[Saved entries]

******************************

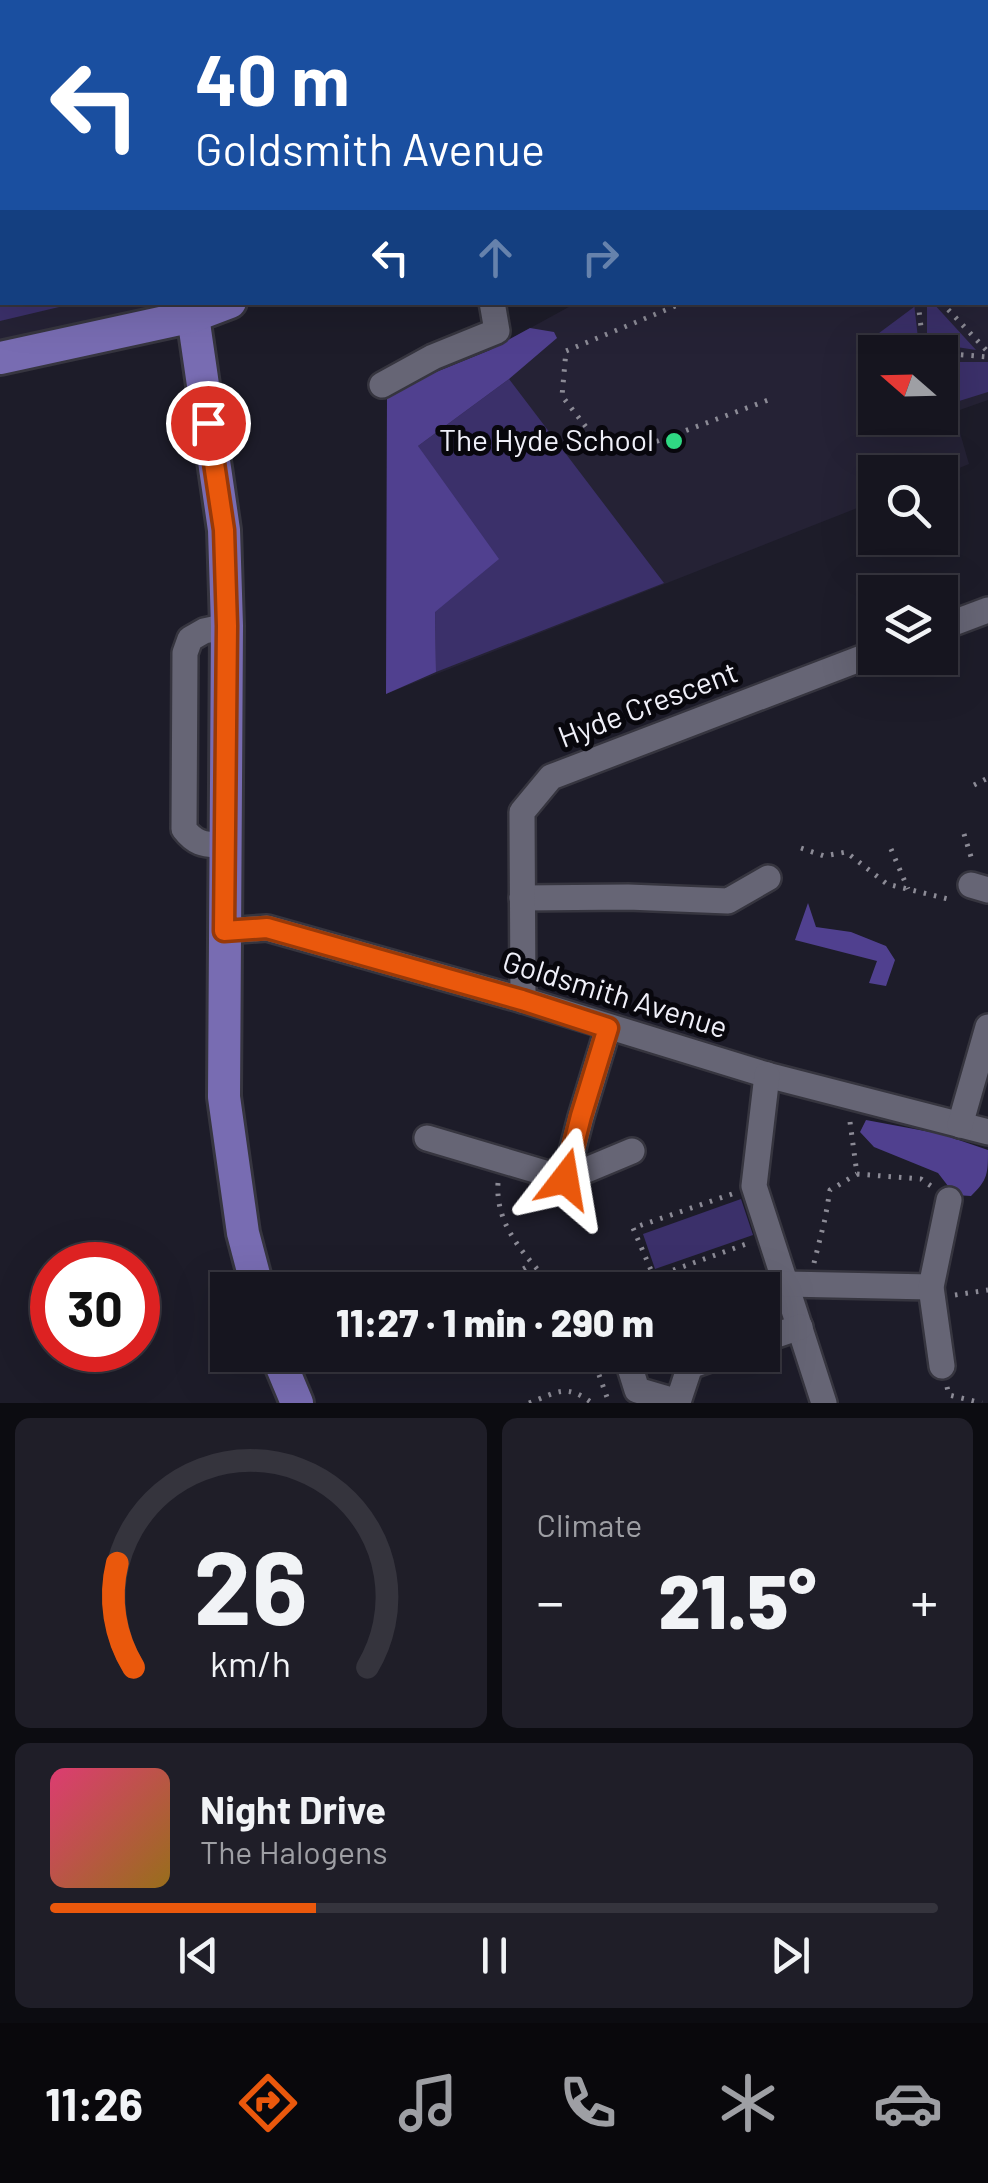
<!DOCTYPE html>
<meta charset="utf-8">
<style>
body{margin:0;font-family:Barlow,sans-serif;background:#1f1e28;color:#f1f3f6;height:100vh;display:flex;flex-direction:column;font-size:38px;white-space:nowrap}
*{box-sizing:border-box;margin:0}
p{font-size:32px;color:#9e9fa4}
.icon{flex:none;width:55px;height:55px;fill:none;stroke:currentColor;stroke-width:2;stroke-linecap:round;stroke-linejoin:round}
.map{position:relative;height:1403px;overflow:hidden}
.sheet{display:flex;flex-direction:column;gap:15px;padding:15px;background:#0c0c11;flex:1}
.sheet>*{flex:none}
.guide{position:absolute;left:0px;top:0px;width:990px;height:305px;box-shadow:0 10px 40px #0002,0 0 0 2px #35343d;background:#1a4fa0;color:#fff;overflow:hidden}
.needle{width:65px;rotate:290deg}
.controls{position:absolute;left:858px;top:335px;display:grid;gap:20px}
.controls a{display:grid;place-items:center;width:100px;height:100px;border-radius:0px;background:#16151f;box-shadow:0 10px 40px #0002,0 0 0 2px #35343d;font-size:50px}
.speed{position:absolute;left:30px;top:1242px;display:flex;gap:20px;font-size:50px;font-weight:700;text-align:center}
.speed>*{display:grid;place-content:center;width:130px;height:130px;border-radius:50%;background:#16151f;box-shadow:0 10px 40px #0002,0 0 0 2px #35343d;line-height:1}
.speed .limit{border:15px solid #d22;background:#fff;color:#111}
.pin{position:absolute;display:grid;place-items:center;width:85px;height:85px;color:#fff;margin:-42px;border:5px solid #fff;border-radius:50%;box-shadow:0 2px 10px #0007}
.me{position:absolute;width:110px;margin:-55px;rotate:14deg;stroke-linejoin:round;filter:drop-shadow(0 0 8px #0008)}
.turn{display:flex;align-items:center;gap:35px;height:210px;padding:0 30px;font-size:45px}
.turn .icon{width:130px;height:130px;stroke-width:2.5}
.turn b{display:block;font-size:70px;line-height:85px}
.lanes{display:flex;align-items:center;height:95px;padding:0 30px;background:#0003;justify-content:center;gap:50px;direction:ltr}
.lanes .off{opacity:.35}
.big{font-size:75px;font-weight:800;line-height:1.1}
.sheet .tile{flex:1;display:flex;flex-direction:column;justify-content:center;gap:15px;min-width:0;padding:0 35px;border-radius:15px;background:#1f1e28}
.sheet .dial{align-items:center;gap:0}
.dial svg{height:260px;overflow:visible;fill:none;stroke:#35343d;stroke-width:7;stroke-linecap:round;text-anchor:middle}
.dial text{fill:#f1f3f6;stroke:none}
.song{display:flex;align-items:center;gap:30px}
.cover{width:120px;height:120px;border-radius:15px;background:linear-gradient(135deg,hsl(340 70% 55%),hsl(40 70% 35%))}
.played{height:10px;border-radius:5px;background:linear-gradient(90deg,#ea580c 30%,#35343d 30%)}
.keys{display:flex;justify-content:space-around;direction:ltr}
.heat{display:flex;justify-content:space-between;align-items:center;font-size:55px;direction:ltr}
.sheet .tiles{flex:1;display:grid;gap:15px;grid-template-columns:1fr 1fr}
.tile:last-child{grid-column:span 2}
.trip{position:absolute;left:210px;top:1272px;width:570px;height:100px;border-radius:0px;background:#16151f;box-shadow:0 10px 40px #0002,0 0 0 2px #35343d;font-weight:800;line-height:100px;text-align:center}
.dock{display:flex;height:160px;justify-content:space-around;align-items:center;background:#09080c;color:#9e9fa4}
.dock .icon{width:70px;height:70px}
.dock .active{color:#ea580c}
.dock b{font-size:45px;color:#f1f3f6}
.map>svg:first-child{display:block}
.built{fill:#252235;fill-rule:evenodd}
.green{fill:#3b306a}
.forest{fill:#50408f}
.lines{fill:none;stroke-linecap:round;stroke-linejoin:round}
.minor-casing{stroke:#36353f;stroke-width:30}
.major-casing{stroke:#36353f;stroke-width:38}
.path{stroke:#8c8b96;stroke-width:5;stroke-dasharray:2.5 8;stroke-linecap:butt}
.minor{stroke:#666575;stroke-width:25}
.major{stroke:#786cb2;stroke-width:32}
.route-casing{stroke:#983908;stroke-width:25}
.route{stroke:#ea580c;stroke-width:18}
.poi-dot{fill:#2fd883;stroke:#08070d;stroke-width:4}
.labels{text-anchor:middle;stroke-width:10;stroke-linejoin:round;paint-order:stroke}
.poi-label{font-size:30px;fill:#f0f0f9;stroke:#08070d;text-anchor:end}
.street-label{font-size:30px;fill:#f0f0f9;stroke:#08070d}
</style>
<div class="map">
<svg width="988" height="1403" viewBox="0 0 988 1403">
<rect width="100%" height="100%" fill="#1d1c29"/>
<!-- built -->
<g class="built">
<path d="M0,0H170V2H2V302L243,303L0,360Z"/>
<path d="M326,0H667V2H320Z"/>
<path d="M671,0H955L953,2H671Z"/>
<path d="M988,67V400L954,412L969,464L940,476V472H875V501L386,694L387,392L490,350L576,303L988,302ZM875,352H940V418H875Z"/>
</g>
<!-- green -->
<g class="green">
<path d="M2,289V302L76,303L0,321V290Z"/>
<path d="M911,303H914L919,347L867,342L914,307Z"/>
<path d="M927,303H933L976,350L937,344L927,336Z"/>
<path d="M940,362H988V392L940,407Z"/>
<path d="M509,379L664,583L436,672L435,612L418,446Z"/>
<path d="M741,1199L753,1235L655,1269L643,1234Z"/>
</g>
<!-- forest -->
<g class="forest">
<path d="M530,328L554,332L557,338L509,379L418,446L499,559L435,612L436,672L386,694L387,392L490,350Z"/>
<path d="M808,903L816,927L851,932L886,946L895,960L886,986L869,983L877,961L795,940Z"/>
<path d="M866,1120L941,1134L988,1150C988,1173 988,1180 971,1196L955,1195L938,1173L874,1147L860,1132Z"/>
</g>
<g class="lines">
<defs>
<g id="minor">
<path d="M169,0V2"/>
<path d="M364,2L370,0"/>
<path d="M977,2L980,0"/>
<path d="M382,385L433,357L497,331L492,302"/>
<path d="M940,628L988,610"/>
<path d="M226,846C206,844 197,846 184,829L185,653L190,639L204,631L227,626"/>
<path d="M971,885L988,890"/>
<path d="M522,898L628,897L728,901L768,878"/>
<path d="M224,931L267,928L523,1000L767,1075L988,1132"/>
<path d="M523,1000L522,812L551,777L875,653"/>
<path d="M767,1075L754,1186L824,1403"/>
<path d="M960,1125L988,1027"/>
<path d="M427,1138L565,1179L632,1151"/>
<path d="M565,1179L581,1117L608,1028"/>
<path d="M786,1284L931,1287"/>
<path d="M762,1340L800,1327"/>
<path d="M626,1355L637,1390L678,1402L690,1366L721,1355"/>
<path d="M942,1366L931,1287L949,1200"/>
</g>
<g id="major">
<path d="M193,316L224,530L227,626L224,1097L243,1233L258,1290"/>
<path d="M0,358L193,316L230,302"/>
<path d="M277,1355L297,1403"/>
</g>
</defs>
<!-- minor casing -->
<use href="#minor" class="minor-casing"/>
<!-- major casing -->
<use href="#major" class="major-casing"/>
<!-- path -->
<g class="path">
<path d="M685,302L566,351L562,396L600,445L636,449L771,399"/>
<path d="M918,302L924,352"/>
<path d="M941,302L988,352"/>
<path d="M857,347L931,352"/>
<path d="M940,353L988,357"/>
<path d="M926,418V421"/>
<path d="M974,785L988,778"/>
<path d="M964,834L972,860"/>
<path d="M801,848L824,856L846,852L887,884L952,900"/>
<path d="M891,849L908,889"/>
<path d="M850,1122L857,1174L921,1179L931,1186"/>
<path d="M498,1183C495,1228 528,1258 556,1290"/>
<path d="M732,1194L633,1228L654,1277L749,1243"/>
<path d="M814,1263L825,1219L830,1190L857,1174"/>
<path d="M487,1290L532,1264"/>
<path d="M955,1295L988,1290"/>
<path d="M592,1355L609,1403"/>
<path d="M947,1387L949,1395L982,1403"/>
<path d="M529,1403C558,1392 565,1383 592,1403"/>
</g>
<!-- minor -->
<use href="#minor" class="minor"/>
<!-- major -->
<use href="#major" class="major"/>
</g>
<g class="lines">
<defs>
<path id="route" d="M208,423L224,530L227,626L224,931L267,928L522,1000L608,1028L581,1116L565,1179"/>
</defs>
<!-- route casing -->
<use href="#route" class="route-casing"/>
<!-- route -->
<use href="#route" class="route"/>
</g>
<!-- markers -->
<circle class="poi-dot" cx="674" cy="441" r="10"/>
<g class="labels">
<!-- poi labels -->
<g class="poi-label">
<text x="654" y="451">The Hyde School</text>
</g>
<!-- street labels -->
<g class="street-label">
<text transform="translate(648 705) rotate(-21)" y="10">Hyde Crescent</text>
<text transform="translate(615 995) rotate(17)" y="10">Goldsmith Avenue</text>
</g>
</g>
</svg>
<div class="controls">
<a><svg class="needle" viewBox="-14 -14 28 28"><path d="M0-13l5 13h-10z" fill="#e53935"/><path d="M0 13l5-13h-10z" fill="#9e9fa4"/></svg></a>
<a><svg class="icon" aria-label="search" viewBox="0 0 24 24"><circle cx="10" cy="10" r="6"/><path d="M15 15l6 6"/></svg></a>
<a><svg class="icon" aria-label="layers" viewBox="0 0 24 24"><path d="M12 4l9 5-9 5-9-5zM3 14l9 5 9-5"/></svg></a>
</div>
<div class="speed"><div class="limit">30</div></div>
<div class="pin" style="left:208px;top:423px;background:#d93025"><svg class="icon" aria-label="arrive" viewBox="0 0 24 24"><path d="M6 21V4h12l-3 4 3 4H6"/></svg></div>
<svg class="me" style="left:565px;top:1179px" viewBox="-20 -20 40 40"><path d="M0-17L14 15 0 8-14 15z" fill="#ea580c" stroke="#fff" stroke-width="4"/></svg>
<div class="trip">11:27 · 1 min · 290 m</div>
<div class="guide">
<div class="turn"><svg class="icon" aria-label="left" viewBox="0 0 24 24"><path d="M17 20v-9H6M10 6l-5 5 5 5"/></svg><div><b>40 m</b>Goldsmith Avenue</div></div>
<div class="lanes"><svg class="icon" aria-label="left" viewBox="0 0 24 24"><path d="M17 20v-9H6M10 6l-5 5 5 5"/></svg><svg class="icon off" aria-label="ahead" viewBox="0 0 24 24"><path d="M12 20V5M6 11l6-6 6 6"/></svg><svg class="icon off" aria-label="right" viewBox="0 0 24 24"><path d="M7 20v-9h11M14 6l5 5-5 5"/></svg></div>
</div>
</div>
<section class="sheet">
<div class="tiles">
<div class="tile dial"><svg viewBox="0 0 100 80">
<path d="M14 69A42 42 0 1 1 86 69"/>
<path d="M14 69A42 42 0 0 1 9 37" stroke="#ea580c"/>
<text x="50" y="56" font-size="32" font-weight="700">26</text>
<text x="50" y="72" font-size="11">km/h</text>
</svg></div>
<div class="tile"><p>Climate</p>
<div class="heat"><a>−</a><b class="big">21.5°</b><a>+</a></div>
</div>
<div class="tile">
<div class="song"><i class="cover"></i><div><b>Night Drive</b><p>The Halogens</p></div></div>
<div class="played"></div>
<div class="keys"><svg class="icon" aria-label="previous" viewBox="0 0 24 24"><path d="M18 5L8 12l10 7zM5 5v14"/></svg><svg class="icon" aria-label="pause" viewBox="0 0 24 24"><path d="M8 5v14M16 5v14"/></svg><svg class="icon" aria-label="next" viewBox="0 0 24 24"><path d="M6 5l10 7-10 7zM19 5v14"/></svg></div>
</div>
</div>
</section>
<nav class="dock">
<b>11:26</b>
<svg class="icon active" aria-label="directions" viewBox="0 0 24 24"><path d="M12 3l9 9-9 9-9-9zM9 14v-3h6M13 9l2 2-2 2"/></svg>
<svg class="icon" aria-label="music" viewBox="0 0 24 24"><path d="M9 18V5l10-2v13"/><circle cx="6" cy="18" r="3"/><circle cx="16" cy="16" r="3"/></svg>
<svg class="icon" aria-label="phone" viewBox="0 0 24 24"><path d="M5 4h4l2 5-3 2q2 4 5 5l2-3 5 2v4C11 20 4 13 5 4z"/></svg>
<svg class="icon" aria-label="climate" viewBox="0 0 24 24"><path d="M12 3v18M4 7l16 10M4 17L20 7"/></svg>
<svg class="icon" aria-label="car" viewBox="0 0 24 24"><path d="M5 17H2v-5l4-1 3-4h7l3 4 3 1v5h-3M9 17h6M6 11h13"/><circle cx="7" cy="17" r="2"/><circle cx="17" cy="17" r="2"/></svg>
</nav>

******************************

### WORK REQUEST
Copy the records above exactly, from the first line through the line containing "solid #fff;border-radius:50%;box-shadow:0 2px", and leave out the pictures.

### WRITTEN SOLUTION
<!DOCTYPE html>
<meta charset="utf-8">
<style>
body{margin:0;font-family:Barlow,sans-serif;background:#1f1e28;color:#f1f3f6;height:100vh;display:flex;flex-direction:column;font-size:38px;white-space:nowrap}
*{box-sizing:border-box;margin:0}
p{font-size:32px;color:#9e9fa4}
.icon{flex:none;width:55px;height:55px;fill:none;stroke:currentColor;stroke-width:2;stroke-linecap:round;stroke-linejoin:round}
.map{position:relative;height:1403px;overflow:hidden}
.sheet{display:flex;flex-direction:column;gap:15px;padding:15px;background:#0c0c11;flex:1}
.sheet>*{flex:none}
.guide{position:absolute;left:0px;top:0px;width:990px;height:305px;box-shadow:0 10px 40px #0002,0 0 0 2px #35343d;background:#1a4fa0;color:#fff;overflow:hidden}
.needle{width:65px;rotate:290deg}
.controls{position:absolute;left:858px;top:335px;display:grid;gap:20px}
.controls a{display:grid;place-items:center;width:100px;height:100px;border-radius:0px;background:#16151f;box-shadow:0 10px 40px #0002,0 0 0 2px #35343d;font-size:50px}
.speed{position:absolute;left:30px;top:1242px;display:flex;gap:20px;font-size:50px;font-weight:700;text-align:center}
.speed>*{display:grid;place-content:center;width:130px;height:130px;border-radius:50%;background:#16151f;box-shadow:0 10px 40px #0002,0 0 0 2px #35343d;line-height:1}
.speed .limit{border:15px solid #d22;background:#fff;color:#111}
.pin{position:absolute;display:grid;place-items:center;width:85px;height:85px;color:#fff;margin:-42px;border:5px solid #fff;border-radius:50%;box-shadow:0 2px 10px #0007}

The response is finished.